What is needed:
Exactly transcribe the span of lines from the one containing "Input: one rendered" through the final line of the entries, inclusive, and nothing outside it. Exclude the pictures.

[Listed records]

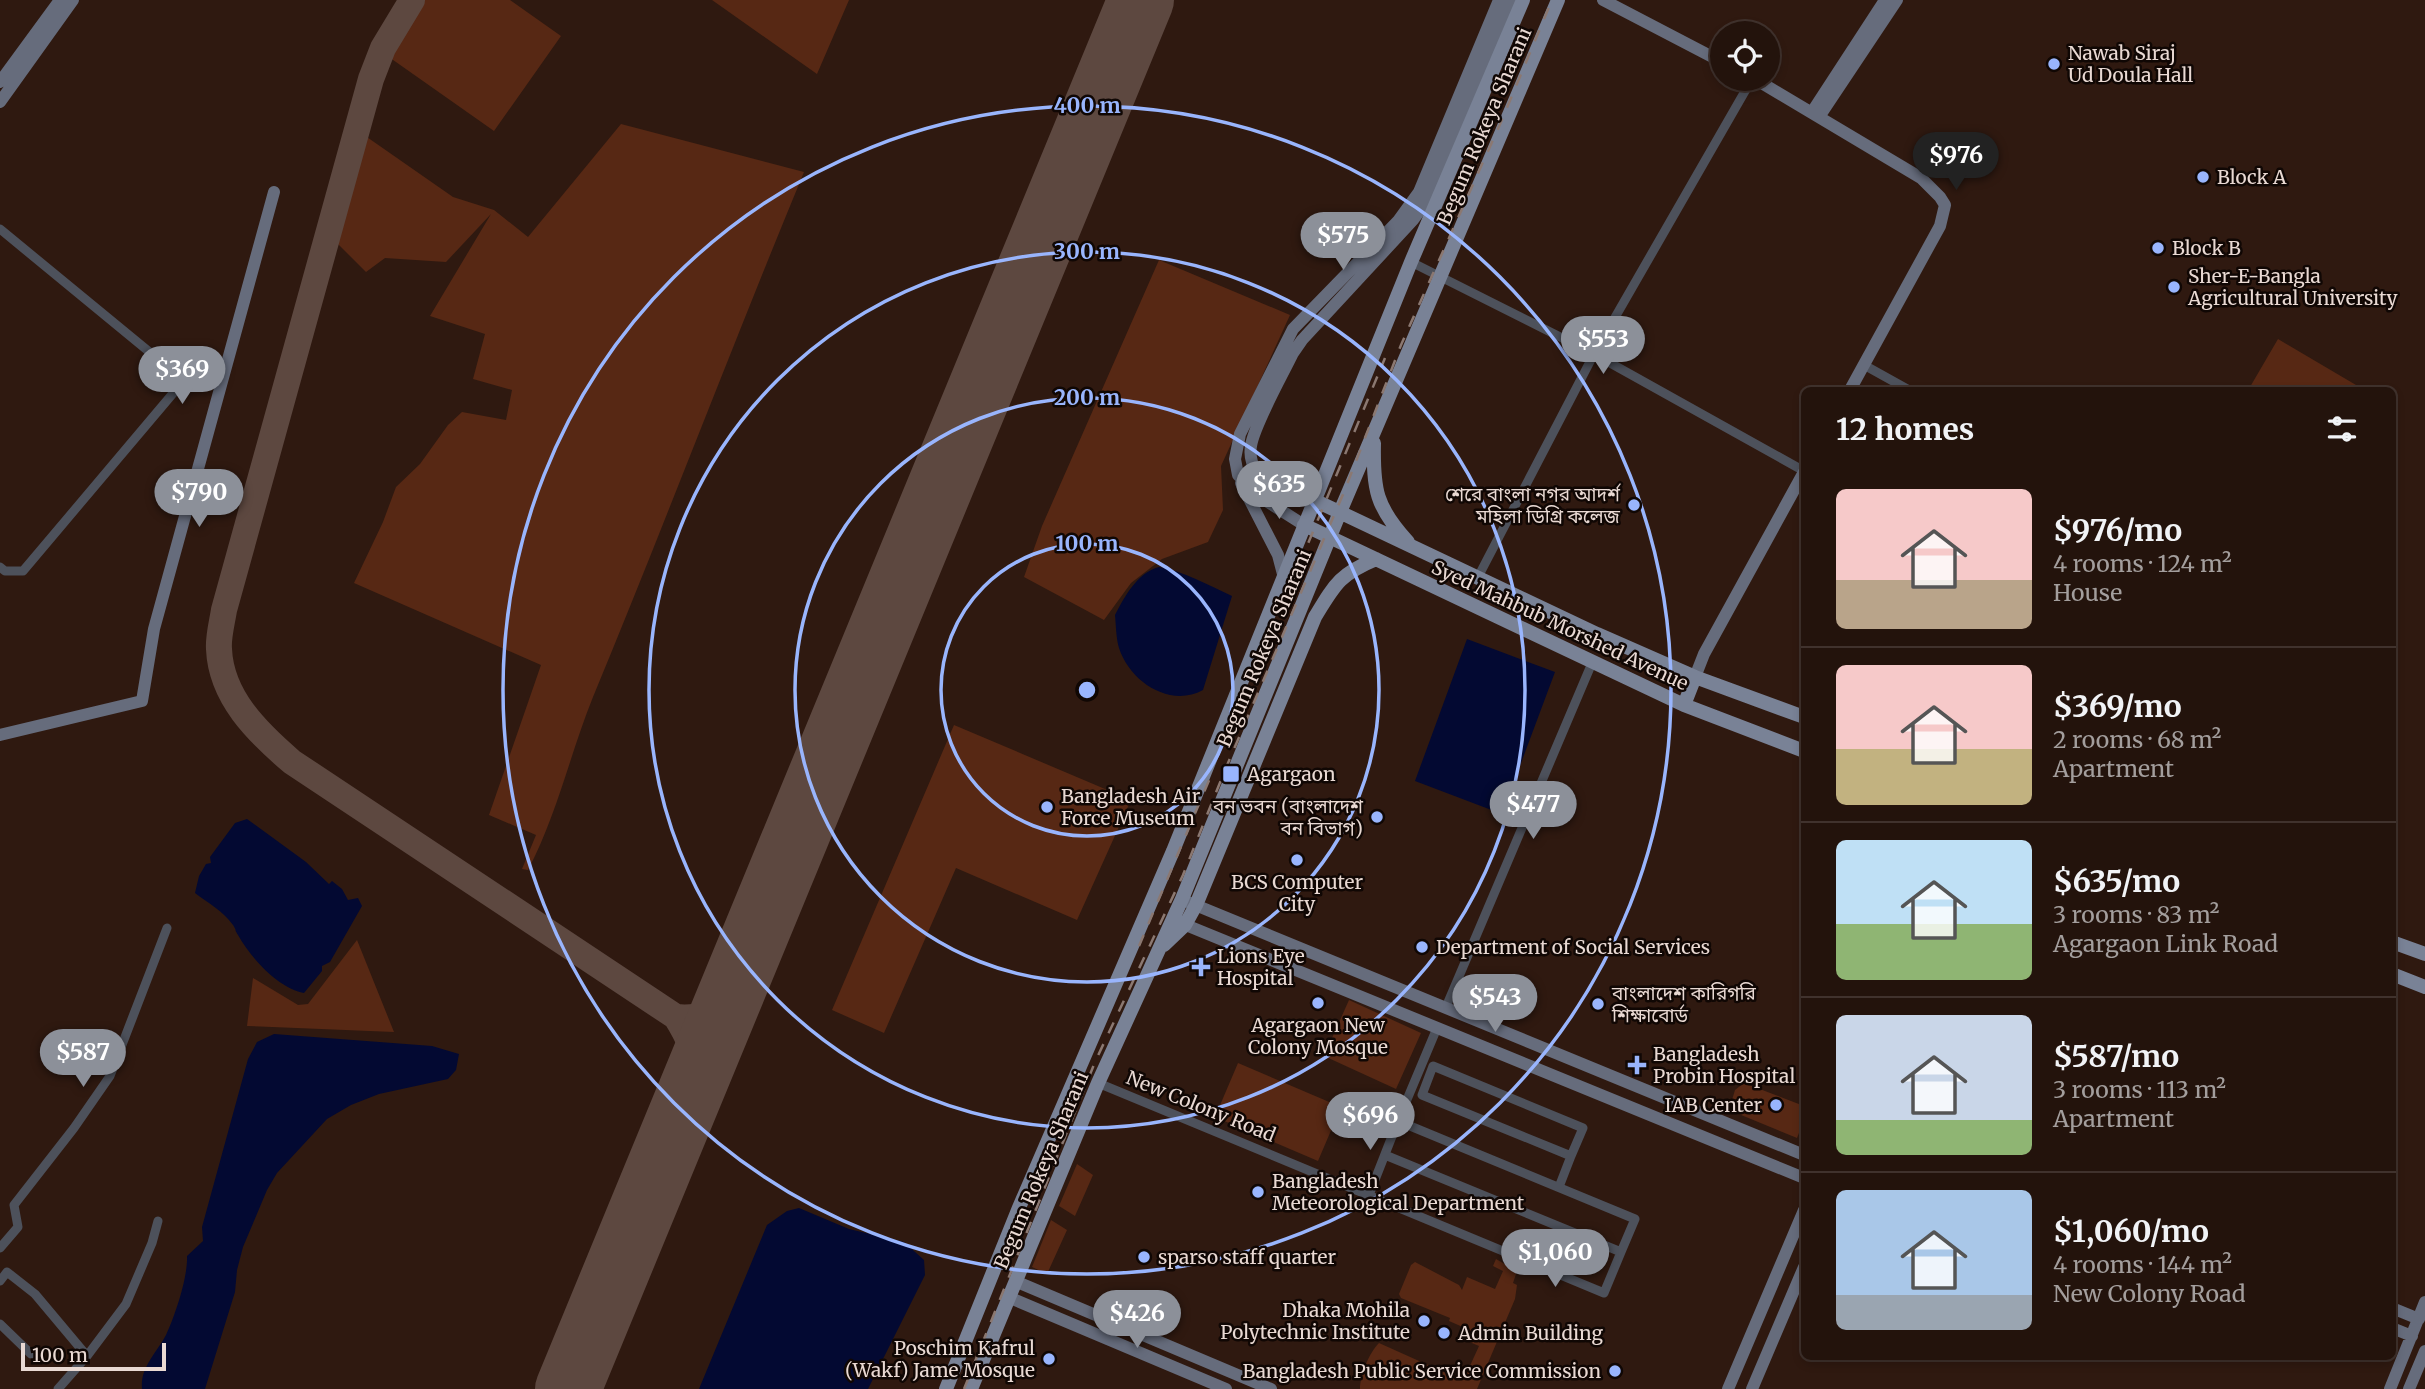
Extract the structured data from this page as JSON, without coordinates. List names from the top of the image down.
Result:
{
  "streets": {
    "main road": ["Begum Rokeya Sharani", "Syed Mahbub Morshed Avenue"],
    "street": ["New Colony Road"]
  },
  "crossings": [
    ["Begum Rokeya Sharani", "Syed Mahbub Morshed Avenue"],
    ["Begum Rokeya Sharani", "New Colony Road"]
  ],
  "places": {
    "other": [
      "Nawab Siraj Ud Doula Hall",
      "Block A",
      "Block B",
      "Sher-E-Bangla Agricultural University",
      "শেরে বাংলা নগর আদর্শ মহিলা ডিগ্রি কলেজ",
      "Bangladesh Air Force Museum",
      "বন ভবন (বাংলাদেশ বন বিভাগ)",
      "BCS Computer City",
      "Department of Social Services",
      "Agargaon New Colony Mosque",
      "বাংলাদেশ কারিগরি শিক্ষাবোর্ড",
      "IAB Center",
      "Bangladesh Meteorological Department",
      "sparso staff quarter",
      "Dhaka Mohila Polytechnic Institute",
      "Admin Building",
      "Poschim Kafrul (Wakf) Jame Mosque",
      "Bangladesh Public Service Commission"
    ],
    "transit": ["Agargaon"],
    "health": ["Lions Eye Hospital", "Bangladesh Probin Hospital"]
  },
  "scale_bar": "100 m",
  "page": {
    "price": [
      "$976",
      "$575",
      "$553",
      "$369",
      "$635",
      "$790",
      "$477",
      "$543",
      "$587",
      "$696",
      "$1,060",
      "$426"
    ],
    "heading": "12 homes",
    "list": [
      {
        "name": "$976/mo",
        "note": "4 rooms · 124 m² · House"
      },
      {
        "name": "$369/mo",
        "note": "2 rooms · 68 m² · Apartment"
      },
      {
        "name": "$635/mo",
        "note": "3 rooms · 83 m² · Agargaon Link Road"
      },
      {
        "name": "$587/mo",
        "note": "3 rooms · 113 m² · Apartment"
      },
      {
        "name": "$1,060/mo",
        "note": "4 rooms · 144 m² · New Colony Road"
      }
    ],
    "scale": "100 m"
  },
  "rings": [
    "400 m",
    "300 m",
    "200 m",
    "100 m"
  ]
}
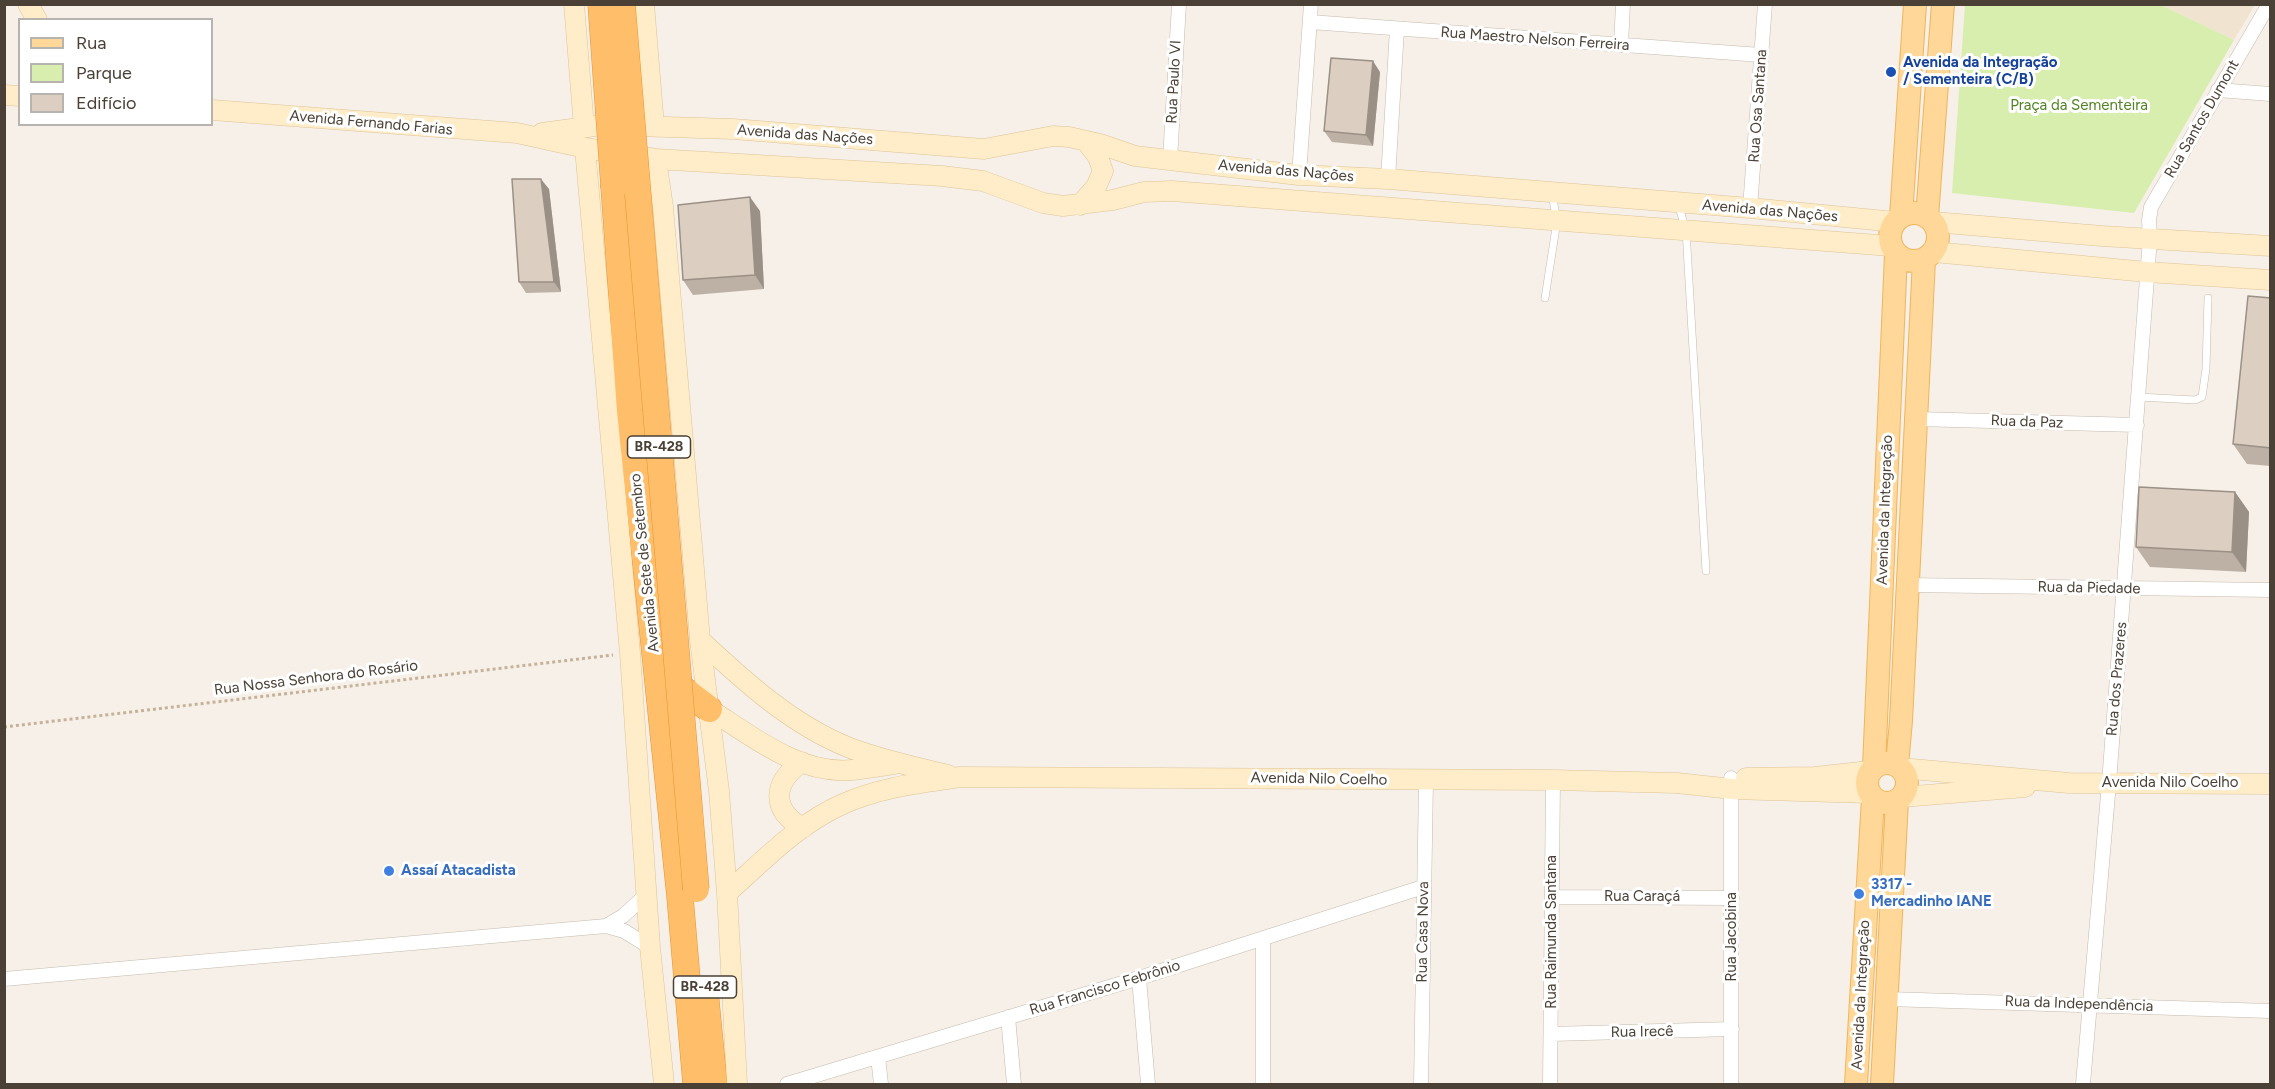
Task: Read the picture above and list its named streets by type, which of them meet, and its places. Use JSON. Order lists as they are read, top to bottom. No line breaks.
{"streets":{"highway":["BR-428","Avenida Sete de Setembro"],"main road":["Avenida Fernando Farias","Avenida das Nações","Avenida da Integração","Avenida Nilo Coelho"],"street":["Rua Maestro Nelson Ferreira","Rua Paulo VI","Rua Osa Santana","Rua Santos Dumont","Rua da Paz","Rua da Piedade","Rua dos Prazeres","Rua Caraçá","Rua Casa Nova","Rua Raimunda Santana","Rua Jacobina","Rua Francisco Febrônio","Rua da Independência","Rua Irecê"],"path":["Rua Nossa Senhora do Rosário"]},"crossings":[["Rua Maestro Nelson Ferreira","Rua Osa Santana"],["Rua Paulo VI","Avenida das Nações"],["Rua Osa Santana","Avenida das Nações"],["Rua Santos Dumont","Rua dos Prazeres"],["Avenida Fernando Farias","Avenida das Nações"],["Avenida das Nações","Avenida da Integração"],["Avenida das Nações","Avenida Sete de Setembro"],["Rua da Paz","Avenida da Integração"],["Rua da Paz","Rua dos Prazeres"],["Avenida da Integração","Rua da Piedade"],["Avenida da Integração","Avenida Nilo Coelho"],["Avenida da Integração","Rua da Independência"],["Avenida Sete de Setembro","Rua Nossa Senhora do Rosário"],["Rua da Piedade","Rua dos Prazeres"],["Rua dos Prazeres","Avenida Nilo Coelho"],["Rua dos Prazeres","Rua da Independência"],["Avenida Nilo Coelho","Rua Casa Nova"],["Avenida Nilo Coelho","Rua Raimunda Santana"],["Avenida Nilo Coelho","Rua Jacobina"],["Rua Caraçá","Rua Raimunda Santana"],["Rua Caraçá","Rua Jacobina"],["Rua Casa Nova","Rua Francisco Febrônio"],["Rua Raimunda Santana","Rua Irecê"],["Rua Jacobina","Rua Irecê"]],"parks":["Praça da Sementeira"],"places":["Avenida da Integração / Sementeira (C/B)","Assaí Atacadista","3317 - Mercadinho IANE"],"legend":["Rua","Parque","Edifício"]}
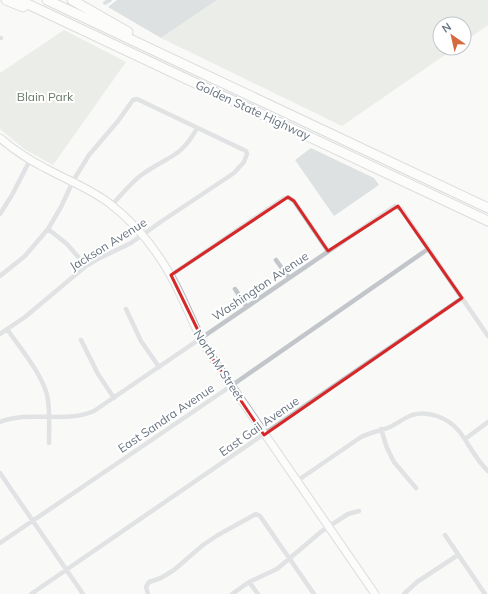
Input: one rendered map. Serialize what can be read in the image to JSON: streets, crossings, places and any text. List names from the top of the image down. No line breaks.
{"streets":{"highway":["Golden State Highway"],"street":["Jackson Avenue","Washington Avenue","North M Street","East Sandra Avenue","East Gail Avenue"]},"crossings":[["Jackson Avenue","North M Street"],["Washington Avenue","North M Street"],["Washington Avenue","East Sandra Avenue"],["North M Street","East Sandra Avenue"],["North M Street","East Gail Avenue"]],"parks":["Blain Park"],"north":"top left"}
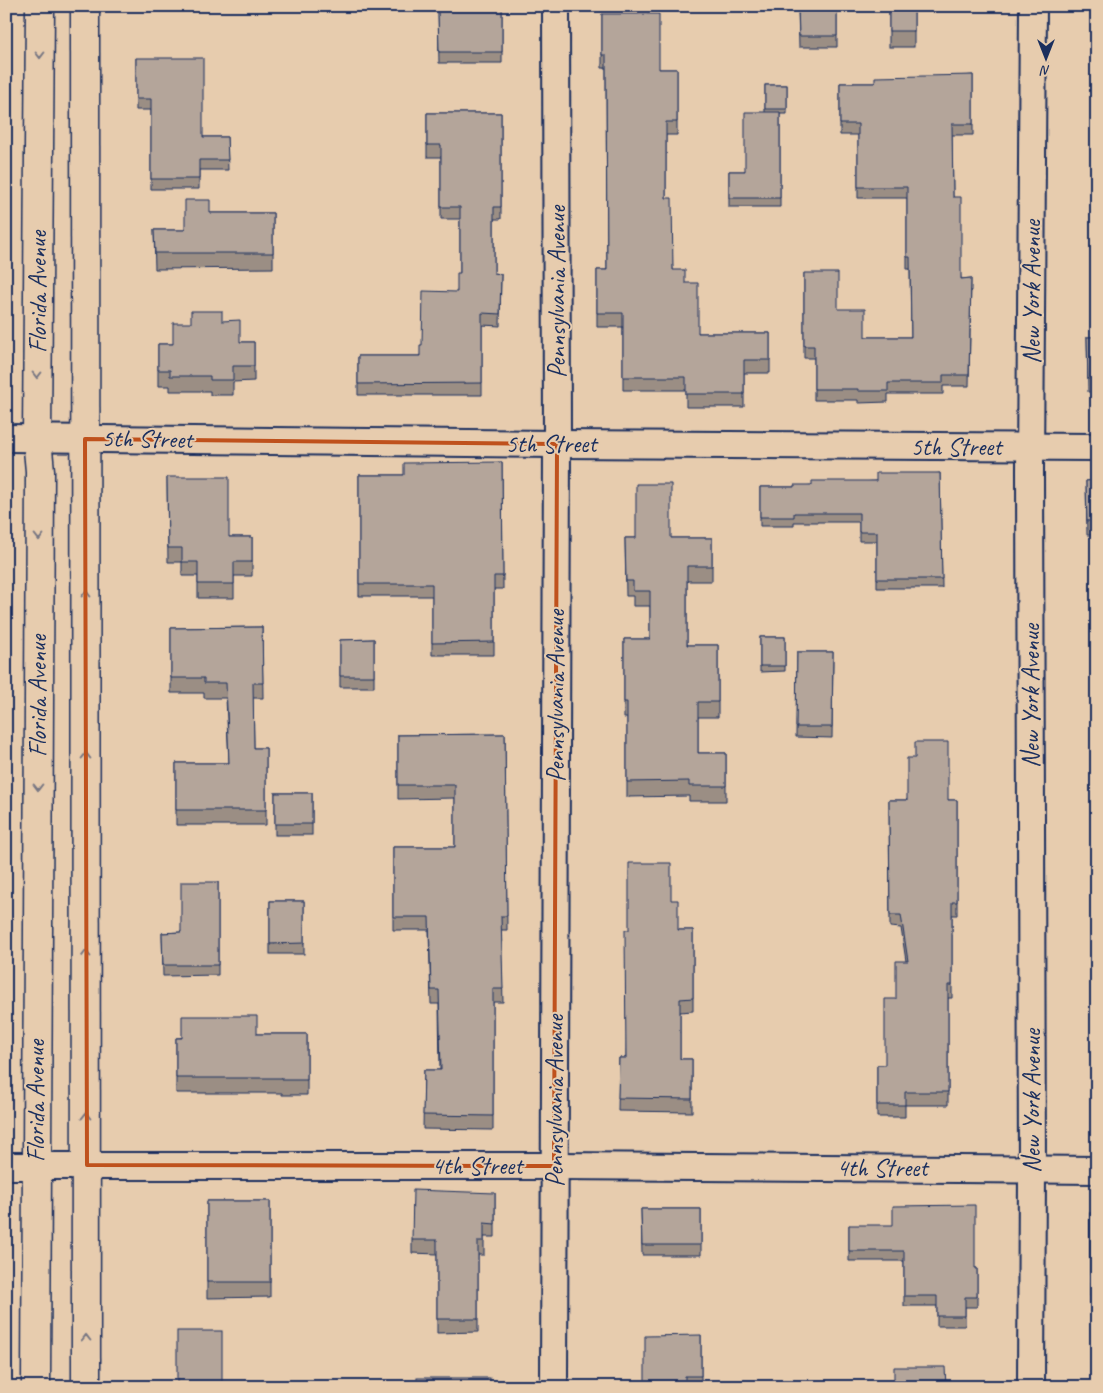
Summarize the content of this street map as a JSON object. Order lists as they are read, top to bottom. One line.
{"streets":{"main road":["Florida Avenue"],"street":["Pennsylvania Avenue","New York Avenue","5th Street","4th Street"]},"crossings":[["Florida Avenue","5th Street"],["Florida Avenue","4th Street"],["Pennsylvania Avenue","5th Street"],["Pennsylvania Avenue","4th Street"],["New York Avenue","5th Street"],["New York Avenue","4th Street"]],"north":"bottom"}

[/Listed records]

Written response:
Input: one rendered map. Serialize what can be read in the image to JSON: streets, crossings, places and any text. List names from the top of the image down. No line breaks.
{"streets":{"highway":["Golden State Highway"],"street":["Jackson Avenue","Washington Avenue","North M Street","East Sandra Avenue","East Gail Avenue"]},"crossings":[["Jackson Avenue","North M Street"],["Washington Avenue","North M Street"],["Washington Avenue","East Sandra Avenue"],["North M Street","East Sandra Avenue"],["North M Street","East Gail Avenue"]],"parks":["Blain Park"],"north":"top left"}
Summarize the content of this street map as a JSON object. Order lists as they are read, top to bottom. One line.
{"streets":{"main road":["Florida Avenue"],"street":["Pennsylvania Avenue","New York Avenue","5th Street","4th Street"]},"crossings":[["Florida Avenue","5th Street"],["Florida Avenue","4th Street"],["Pennsylvania Avenue","5th Street"],["Pennsylvania Avenue","4th Street"],["New York Avenue","5th Street"],["New York Avenue","4th Street"]],"north":"bottom"}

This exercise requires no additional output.